11 Sep Meet the Postdocs – Alissa Smethers
Alissa Smethers, PhD, received her PhD in Nutrition science from Pennsylvania State University. She is currently a postdoctoral fellow at the Menella Lab where she looks at both children and their mothers as a dyad, sweet taste phenotypes, and new measures of dietary habits that incorporate what people like to eat.Q. A registered dietitian and a nutritional scientist? Tell me a little bit about the story behind the two titles.
I started off my career as a registered dietitian. For about two and a half years, I worked in a hospital as a clinical dietitian. And one time, through the Academy of Nutrition and Dietetics, I got to hear from nutritional scientist Dr. Barbara Rolls about how portion sizes influence what children are eating. Then I had all these questions about the role that the environment plays in our food intake and in diseases such as obesity and cardiovascular disease. I just wanted to learn more, so I decided to get my PhD in nutrition science!
Q. How did it go from there? What did you learn?
I did my PhD at Penn State and worked with Dr. Rolls for four years. I looked at how the environment, specifically portion size and energy density, influenced children’s ability to self regulate their food intake. What we found is that there was no indication that children would adjust how much they are eating when they are hungry versus when they are not.
Q. Sounds like a very important piece of information for parents?
Exactly! A lot of times it’s recommended for parents to provide the food and let the child decide how much to eat. But if the parent does provide more than what their child needs, research tells us the child might eat excess calories, which could lead to the development of obesity, among other things.
Q. So how did you end up at Monell after that?
I met Dr. Julie Menella at a conference. We started talking, and I really wanted to learn about taste preferences and how they also influence our food intake. And this is exactly what I’m researching right now.
Q. And what are some of the questions you are addressing?

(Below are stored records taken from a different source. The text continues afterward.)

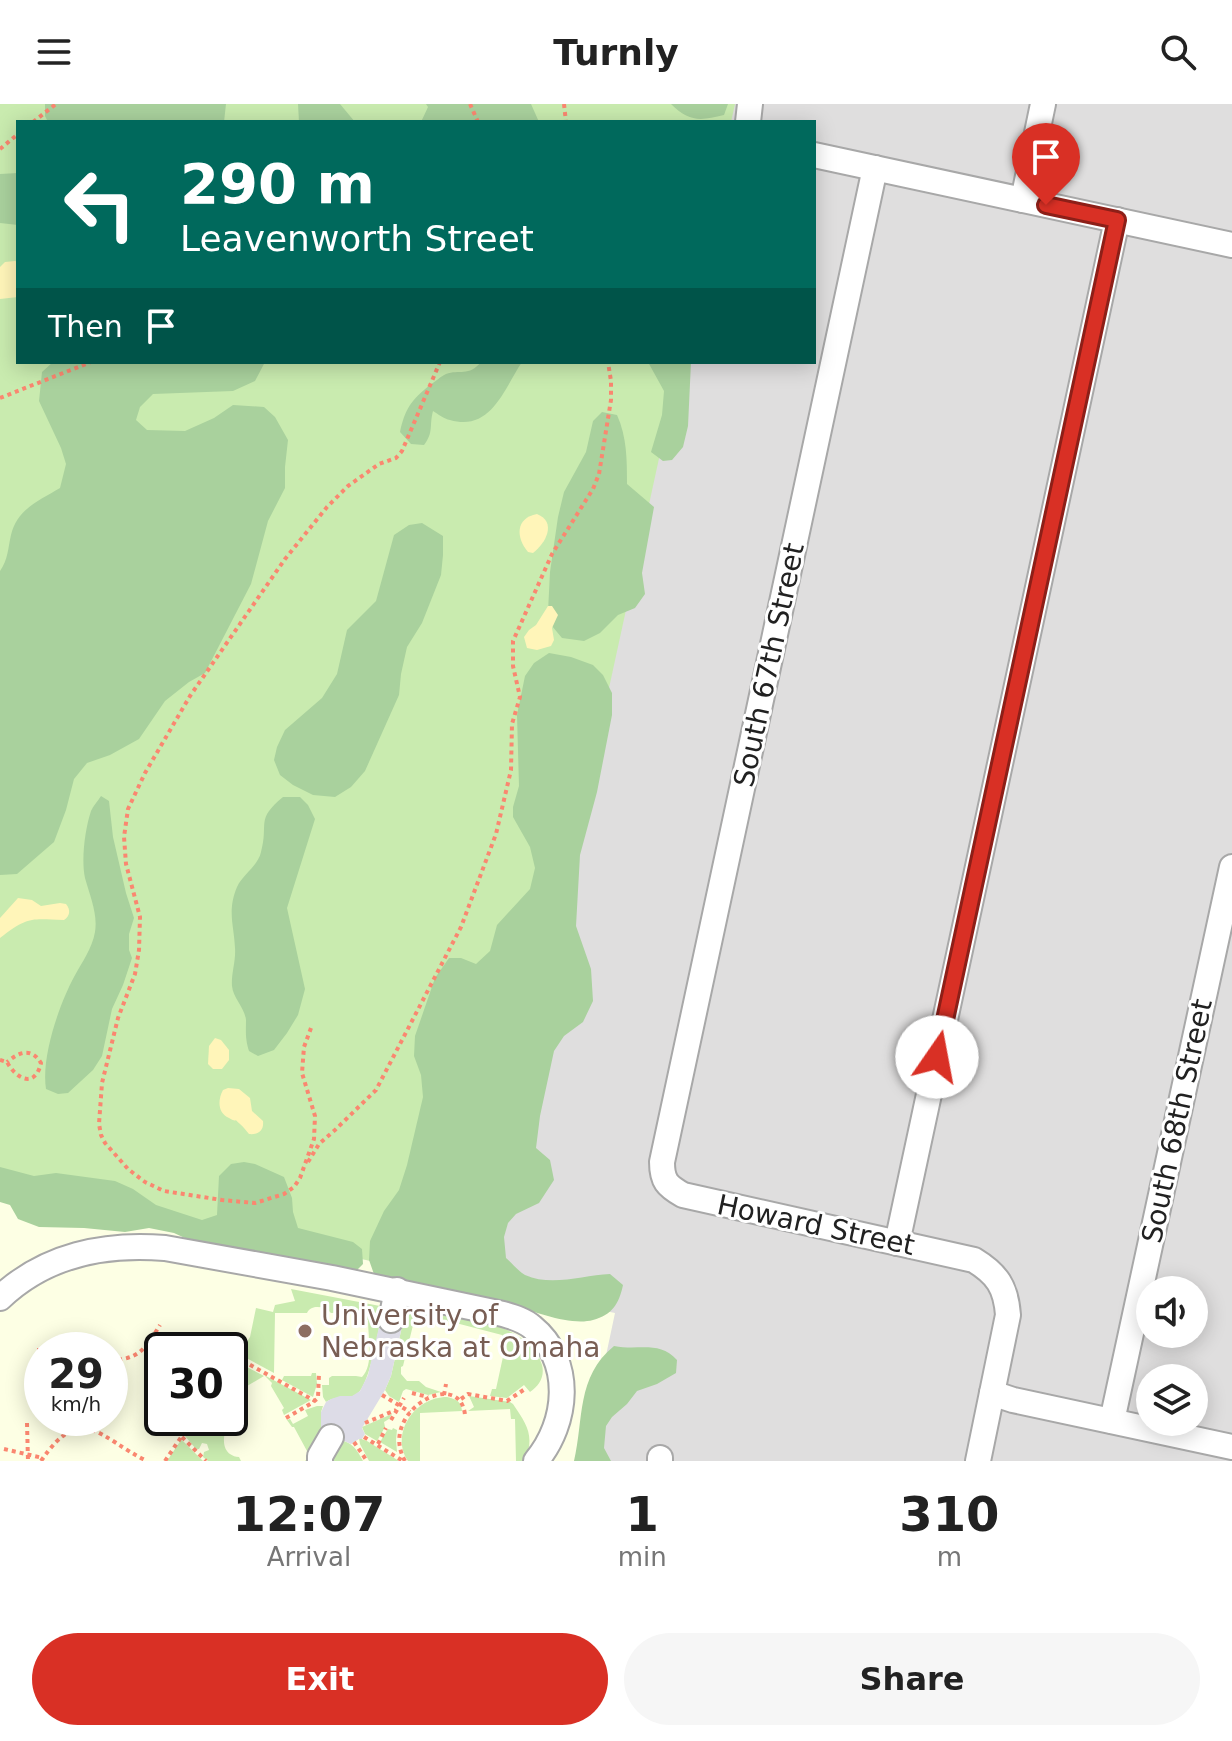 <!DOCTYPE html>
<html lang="en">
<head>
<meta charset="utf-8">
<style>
	body { margin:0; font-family:"DejaVu Sans",sans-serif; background:#f6f6f6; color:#222; height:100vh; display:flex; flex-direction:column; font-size:30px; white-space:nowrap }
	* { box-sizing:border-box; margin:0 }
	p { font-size:26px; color:#767676 }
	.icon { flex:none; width:44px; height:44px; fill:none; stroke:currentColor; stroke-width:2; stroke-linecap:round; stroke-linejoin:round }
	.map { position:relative; height:1357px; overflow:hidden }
	.details { display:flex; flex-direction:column; background:#fff; flex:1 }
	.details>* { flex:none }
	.banner { position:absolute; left:16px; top:16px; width:800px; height:244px; border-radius:0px; box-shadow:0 4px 20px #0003; background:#00695c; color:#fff; overflow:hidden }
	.tools { position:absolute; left:1136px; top:1172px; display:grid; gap:16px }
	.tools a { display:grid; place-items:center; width:72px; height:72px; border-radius:50%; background:#fff; box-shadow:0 4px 20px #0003; font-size:40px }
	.speed { position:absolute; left:24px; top:1228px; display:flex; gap:16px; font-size:40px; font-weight:700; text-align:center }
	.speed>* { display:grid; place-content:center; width:104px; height:104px; border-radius:50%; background:#fff; box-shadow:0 4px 20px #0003; line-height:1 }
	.speed small { font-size:20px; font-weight:400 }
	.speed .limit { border:4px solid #111; border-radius:12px; background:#fff; color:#111 }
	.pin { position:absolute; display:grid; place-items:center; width:68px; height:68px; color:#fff; margin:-82px -34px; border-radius:50% 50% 50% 0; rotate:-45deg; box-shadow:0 0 8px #0007 }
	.pin .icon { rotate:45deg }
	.me { position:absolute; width:88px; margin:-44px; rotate:12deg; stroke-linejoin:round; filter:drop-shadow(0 0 6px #0008) }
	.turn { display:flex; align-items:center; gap:28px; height:168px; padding:0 32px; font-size:36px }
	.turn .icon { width:104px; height:104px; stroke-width:2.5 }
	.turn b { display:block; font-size:56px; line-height:68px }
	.then { display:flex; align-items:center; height:76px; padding:0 32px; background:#0003; gap:16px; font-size:30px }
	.eta { display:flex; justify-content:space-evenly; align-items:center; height:136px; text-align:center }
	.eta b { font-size:48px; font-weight:800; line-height:56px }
	.button { display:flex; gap:16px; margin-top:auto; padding:16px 32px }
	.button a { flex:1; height:92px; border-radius:48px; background:#d93025; color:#fff; font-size:32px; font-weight:800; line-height:92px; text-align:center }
	.button a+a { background:#f6f6f6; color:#222 }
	header { display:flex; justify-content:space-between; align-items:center; height:104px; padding:0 32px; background:#fff; font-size:36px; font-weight:800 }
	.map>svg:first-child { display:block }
	.residential { fill:#dfdede; fill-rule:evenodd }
	.education { fill:#fdffe4; fill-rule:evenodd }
	.grass { fill:#c9ebaf }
	.forest { fill:#a9d19d }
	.sand { fill:#fff5b9 }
	.plaza { fill:#dddce7 }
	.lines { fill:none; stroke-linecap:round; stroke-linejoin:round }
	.street-casing { stroke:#a8a8a8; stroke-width:28 }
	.path { stroke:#fa8770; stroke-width:4; stroke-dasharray:4 4; stroke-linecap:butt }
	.street { stroke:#fff; stroke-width:24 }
	.route-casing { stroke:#8d1f18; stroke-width:20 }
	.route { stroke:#d93025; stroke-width:14 }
	.education-dot { fill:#8d6e63; stroke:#fff; stroke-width:3 }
	.labels { text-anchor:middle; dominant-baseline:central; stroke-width:6; stroke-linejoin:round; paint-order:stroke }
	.street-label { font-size:28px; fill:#212121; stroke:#fff }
	.education-label { font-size:28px; fill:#785e54; stroke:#fff; text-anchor:start }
</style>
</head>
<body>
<header><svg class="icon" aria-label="menu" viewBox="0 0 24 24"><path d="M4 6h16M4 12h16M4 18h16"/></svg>Turnly<svg class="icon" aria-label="search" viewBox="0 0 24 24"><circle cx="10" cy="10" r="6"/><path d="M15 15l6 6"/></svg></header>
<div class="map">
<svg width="1232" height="1357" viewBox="0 0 1232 1357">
	<rect width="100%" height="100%" fill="#f2efe8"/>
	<!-- residential -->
	<path class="residential" d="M730,0H1232V1357H598L479,1181L675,258H814V18H726ZM1150,1186H1194V1230H1150ZM1150,1274H1194V1318H1150Z"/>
	<!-- education -->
	<path class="education" d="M0,1075L479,1181L615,1209L586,1346L598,1357H0ZM42,1246H110V1314H42ZM162,1246H230V1314H162Z"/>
	<!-- grass -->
	<g class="grass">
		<path d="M0,0H735L731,18H18V258H680L479,1181L0,1075Z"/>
		<path d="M291,1185L380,1202L382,1210C378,1227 370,1280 357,1290C351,1295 337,1291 326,1298L323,1293L322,1281H329V1274L332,1272H356L362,1273C374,1261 368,1234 368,1216H365L364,1208L331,1209L326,1204C319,1203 311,1201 307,1209H275L274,1269L239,1250L250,1233L256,1204L273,1208L275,1201L295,1197Z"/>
		<path d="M415,1204C453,1212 530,1217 542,1261C545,1273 539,1282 530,1288L524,1281L507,1294L490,1292L492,1285H496L506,1239L502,1237V1231L452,1218L415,1213L403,1262L401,1263V1270L407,1277H419L426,1283L441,1288L428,1291L406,1285L403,1287L399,1298L389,1292L385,1286L391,1272L405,1209Z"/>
		<path d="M235,1257L264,1272L230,1292V1264Z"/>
		<path d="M312,1269H316L317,1280L313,1293L282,1276L284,1272H311Z"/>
		<path d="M264,1271L311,1296L284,1311L282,1306L284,1304L271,1282L272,1279Z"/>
		<path d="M469,1292L510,1298L513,1300C527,1321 535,1331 525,1357H516L515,1315H511L510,1305L468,1307L474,1303Z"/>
		<path d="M447,1293C456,1295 461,1297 462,1307L420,1309V1357H408C390,1329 415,1293 447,1293Z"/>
		<path d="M317,1302H323L321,1308L323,1326L315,1357H305L308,1354L307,1347L294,1323H292L287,1316L290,1315L293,1320L308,1312L305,1306Z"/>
		<path d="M392,1310L389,1315L384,1318L385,1323L377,1337L365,1330L362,1323Z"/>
		<path d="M197,1314H217L225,1328C222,1340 225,1352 239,1353L241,1357H208L203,1353L204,1348L209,1346L207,1340L202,1339L199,1345H196L185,1332Z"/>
		<path d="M393,1324L397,1326L396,1336L397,1348L380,1338L388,1325L392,1326Z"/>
		<path d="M359,1334L367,1337L399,1357H369L360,1340Z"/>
		<path d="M181,1336L183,1337L203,1357H167Z"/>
		<path d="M338,1336C352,1337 357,1346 363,1357H324Z"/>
	</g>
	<!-- forest -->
	<g class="forest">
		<path d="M45,0H226L224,18H48L45,12Z"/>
		<path d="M298,0H340L355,18H299Z"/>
		<path d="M426,0H531L539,18H421L428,3Z"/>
		<path d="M671,0H728L724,11C700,17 689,18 671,0Z"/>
		<path d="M18,69V121L0,119V70Z"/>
		<path d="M53,258H265L255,277L233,287L153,290L140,303L136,316L147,326L185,327L214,314L233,301L264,303L275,313L288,336L285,363V384L268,417L251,480L205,569L189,578L165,597L139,635L110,651L87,659L74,675L66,706L54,738L17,770L0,771V467C8,456 8,444 11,431C17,405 40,396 60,384L66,360L61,344L39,297L42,268Z"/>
		<path d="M481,258H522C504,285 491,328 450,316C444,315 438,310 433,307C429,322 434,328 424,341L411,340L400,328C405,305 411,296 430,281C435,278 441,272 446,270C459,265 469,273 481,258Z"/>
		<path d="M648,258H691L688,322L683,343L672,356L663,357L651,348L662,311L664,287Z"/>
		<path d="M602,308L617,311C627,333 627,356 627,380L654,403L642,469L645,490L635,504L618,511L600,529L584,537L562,534L552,522L548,508L550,468L558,413L564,388L586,348L593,317Z"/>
		<path d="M422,419L443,432V451L441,471L422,519L407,543L401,570L399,591L365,667L351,683L335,693L313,691L293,681L280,671L274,656L277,643L285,626L322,594L337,570L347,526L376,497L394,431L409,421Z"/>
		<path d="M549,549L571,553L593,561L603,571L612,589V611L597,688L580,751L576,822L591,865L593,897L583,918L564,932L554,947L540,1012L536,1044L550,1056L554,1076L539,1099L516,1110L508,1119L504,1133L506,1154C512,1159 518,1167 525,1171C552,1183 583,1171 610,1170L623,1181C619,1200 612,1211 593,1216C571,1222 536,1208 514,1202C468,1191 421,1183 375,1173L369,1156L370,1137L384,1107L399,1086L407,1061L423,993L421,971L414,952L415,932L435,874L449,854H461L476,860L490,847L497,821L530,785L535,764L530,743L513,713V703L519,682L517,611L525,572L534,559Z"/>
		<path d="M101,692L109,697L113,733L126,789L134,814L129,830V846L132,854L123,881L112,905L102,952L93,966L68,989L58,990L46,985C41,953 59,901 74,873C82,858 92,845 95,828C98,810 90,792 85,774C81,756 85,725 91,707C93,702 98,697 101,692Z"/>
		<path d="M283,693H300L308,701L315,715L287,804L305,885L298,911L287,929L274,946L258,952L249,947C245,934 246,928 246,916C245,904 233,894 232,882C231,870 236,857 235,844C234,821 227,807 237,783C243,770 258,762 261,748C269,719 255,716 283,693Z"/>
		<path d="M244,1058L255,1060L284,1073L292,1094L293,1108L298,1124L353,1138L362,1145L363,1160L357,1166L338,1168L211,1146L174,1129L149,1124L125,1128L84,1124L39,1123L18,1115L10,1101L0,1098V1063L34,1072L56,1069L115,1077L133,1085L156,1101L202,1116L217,1111L219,1072L231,1060Z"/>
		<path d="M614,1242C639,1247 659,1236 677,1256L676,1269L657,1280L637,1287L627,1300L612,1313L606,1322L604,1344L611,1357H574C584,1315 576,1273 614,1242Z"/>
	</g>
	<!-- sand -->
	<g class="sand">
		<path d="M15,157L18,158V193L0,195V163L5,158Z"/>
		<path d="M537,410C557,418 546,439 533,449L528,448C516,434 515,414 537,410Z"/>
		<path d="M548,502H552L558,511L552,524L554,536L551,542L537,546L527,544L524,533L529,526L536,521Z"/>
		<path d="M18,794L32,796L41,802L60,799L66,800C71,806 70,812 64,816C30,815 29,812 0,834V814Z"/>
		<path d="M215,934L221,936L229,946V956L222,965H213L208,960L209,942Z"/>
		<path d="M228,984L239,985L250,994L252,1007L263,1017C264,1026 259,1031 249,1030C246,1027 244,1023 240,1020C232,1012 239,1020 229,1014C217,1009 218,995 223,986Z"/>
	</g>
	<!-- plaza -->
	<path class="plaza" d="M381,1214L403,1218L391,1272L385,1286L362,1324L365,1330L362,1335H359L351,1340L326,1329L321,1323V1308L326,1298L331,1295L340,1292H352L360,1287L368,1271Z"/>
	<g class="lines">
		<defs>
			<g id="street">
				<path d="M748,18L750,0"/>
				<path d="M814,51L1232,141"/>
				<path d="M875,64L662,1058C662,1077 667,1082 683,1091L974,1156C997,1170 1006,1183 1008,1211L978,1357"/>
				<path d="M1023,96L1043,0"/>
				<path d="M897,1139L1117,116"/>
				<path d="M0,1194C45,1151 105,1139 165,1144L332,1174L503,1210C513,1213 524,1216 532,1223C574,1257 568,1319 536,1357"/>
				<path d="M391,1216L397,1186"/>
				<path d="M992,1289L1013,1296L1232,1343"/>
				<path d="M1112,1317L1232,763"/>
				<path d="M320,1357V1352L331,1333"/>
				<path d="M660,1357V1354"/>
			</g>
		</defs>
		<!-- street casing -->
		<use href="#street" class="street-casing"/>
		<!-- path -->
		<g class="path">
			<path d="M470,0L478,18"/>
			<path d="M564,0L566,18"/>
			<path d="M33,18L56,0"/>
			<path d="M0,45L18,30"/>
			<path d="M0,294L91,258"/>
			<path d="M311,924L304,943L302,969L315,1012L314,1035L300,1074L294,1083L284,1090L255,1099L222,1096L164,1087L145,1078L128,1065L105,1039L101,1031L99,1020L102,979L118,914L135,870L139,846L140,813L126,760L124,733L128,705L145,669L190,592L285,455L327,403L348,382L379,360L396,354L402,347L440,258"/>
			<path d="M0,956L7,958C16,975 35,985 41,959C31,943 19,948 7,958"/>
			<path d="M308,1058L319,1040L335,1026L376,986L461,823L496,730L511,666L512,620L520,593L513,562V537L552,450L593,385L599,370L611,296V277L608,258"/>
			<path d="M37,1246H91"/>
			<path d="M236,1253L315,1297"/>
			<path d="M110,1256C139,1256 146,1244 160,1221"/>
			<path d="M230,1261L246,1238"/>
			<path d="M412,1289L428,1293"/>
			<path d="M382,1291L410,1308"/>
			<path d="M444,1291L446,1280"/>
			<path d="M461,1295L468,1290L507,1297L525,1285"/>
			<path d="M90,1314L97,1325"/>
			<path d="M286,1314L312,1299L318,1294L319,1269"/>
			<path d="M391,1316L404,1294"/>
			<path d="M27,1319L28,1357"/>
			<path d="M365,1319L396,1306"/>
			<path d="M80,1323L84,1314"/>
			<path d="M182,1333L206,1357"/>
			<path d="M364,1333L403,1357"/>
			<path d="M354,1338L367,1357"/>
			<path d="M378,1340L386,1324"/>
			<path d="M4,1345L43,1354"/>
			<path d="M41,1357C82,1297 99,1334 147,1357"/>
			<path d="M165,1357L194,1314"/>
			<path d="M405,1357C377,1308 460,1262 465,1311"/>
		</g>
		<!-- street -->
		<use href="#street" class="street"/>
	</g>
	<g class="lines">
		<defs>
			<path id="route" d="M937,953L1117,116L1046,101"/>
		</defs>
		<!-- route casing -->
		<use href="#route" class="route-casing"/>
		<!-- route -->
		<use href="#route" class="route"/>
	</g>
	<!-- markers -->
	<circle class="education-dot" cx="305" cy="1227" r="8"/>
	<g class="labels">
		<!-- street labels -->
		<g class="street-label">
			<text transform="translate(769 561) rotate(-78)">South 67th Street</text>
			<text transform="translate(1177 1017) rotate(-78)">South 68th Street</text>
			<text transform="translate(816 1121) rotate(12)">Howard Street</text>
		</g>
		<!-- education labels -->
		<g class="education-label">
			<text x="321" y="1211">University of<tspan x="321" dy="32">Nebraska at Omaha</tspan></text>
		</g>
	</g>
</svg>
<div class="tools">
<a><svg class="icon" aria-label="sound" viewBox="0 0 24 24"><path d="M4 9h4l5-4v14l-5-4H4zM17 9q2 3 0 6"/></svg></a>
<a><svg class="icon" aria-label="layers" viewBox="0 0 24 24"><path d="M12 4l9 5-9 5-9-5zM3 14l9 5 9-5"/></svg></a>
</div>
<div class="speed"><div>29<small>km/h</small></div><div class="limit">30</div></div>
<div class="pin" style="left:1046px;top:101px;background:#d93025"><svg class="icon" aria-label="arrive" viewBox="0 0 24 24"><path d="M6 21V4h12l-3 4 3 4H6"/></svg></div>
<svg class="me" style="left:937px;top:953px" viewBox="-20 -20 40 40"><circle r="19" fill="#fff"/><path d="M0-13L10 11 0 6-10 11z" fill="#d93025"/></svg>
<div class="banner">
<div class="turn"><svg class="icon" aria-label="left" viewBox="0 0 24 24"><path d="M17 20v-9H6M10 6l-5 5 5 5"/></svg><div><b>290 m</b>Leavenworth Street</div></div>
<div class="then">Then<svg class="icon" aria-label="arrive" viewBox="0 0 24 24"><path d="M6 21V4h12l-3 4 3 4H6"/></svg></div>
</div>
</div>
<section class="details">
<div class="eta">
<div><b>12:07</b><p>Arrival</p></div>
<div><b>1</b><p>min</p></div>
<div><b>310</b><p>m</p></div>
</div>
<div class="button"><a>Exit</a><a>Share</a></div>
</section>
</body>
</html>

I am asking questions that all revolve around our taste preferences, specifically preferences for sweet taste. We want to know whether people who have a higher liking for sweetness eat greater amounts of added sugar, which they shouldn’t be consuming.
Q. How does that affect children? Don’t children generally have a high preference for sweet taste?
That’s exactly why the questions we’re asking are especially relevant when we speak about children’s food intake. New dietary guidelines say that children under the age of two should not be eating any added sugar. But since children are born with a liking for sweet tastes, it is important to consider their preferences. We need to ask questions like how following or disregarding these guidelines may affect their taste preferences and eating patterns over time.
Q. What do you tell children when they come in with their mothers to participate in your research?
We say that we’re going to play a game with things to taste. We tell the participating children that they will taste two cups and then point to one they like best. We then repeat this several times. It is always fun because kids like to give their input. They enjoy telling us what they like to do and eat but also what they don’t. So they’re great at the tasting game!
Q. Speaking of things we like to do, what are some of the things you do outside of the lab?
I’m pretty involved with the Pennsylvania Academy of Nutrition and Dietetics, the dietitian group for the state. I do a lot of volunteer work for them, and I helped plan the annual meeting last year where we focused on diversity and inclusion. We had speakers from a variety of backgrounds talk about their research experience, and it was a truly enriching experience.
Q. And moving forward, what are more questions you are hoping to answer or things you are hoping to learn?
I definitely want to learn more about the direct impacts of everything we talked about on children’s lives. Can we intervene to help kids change or establish certain dietary patterns? Young children are still consuming added sugars everyday, and it is crucial to understand not only how this is harmful but also how it can be changed.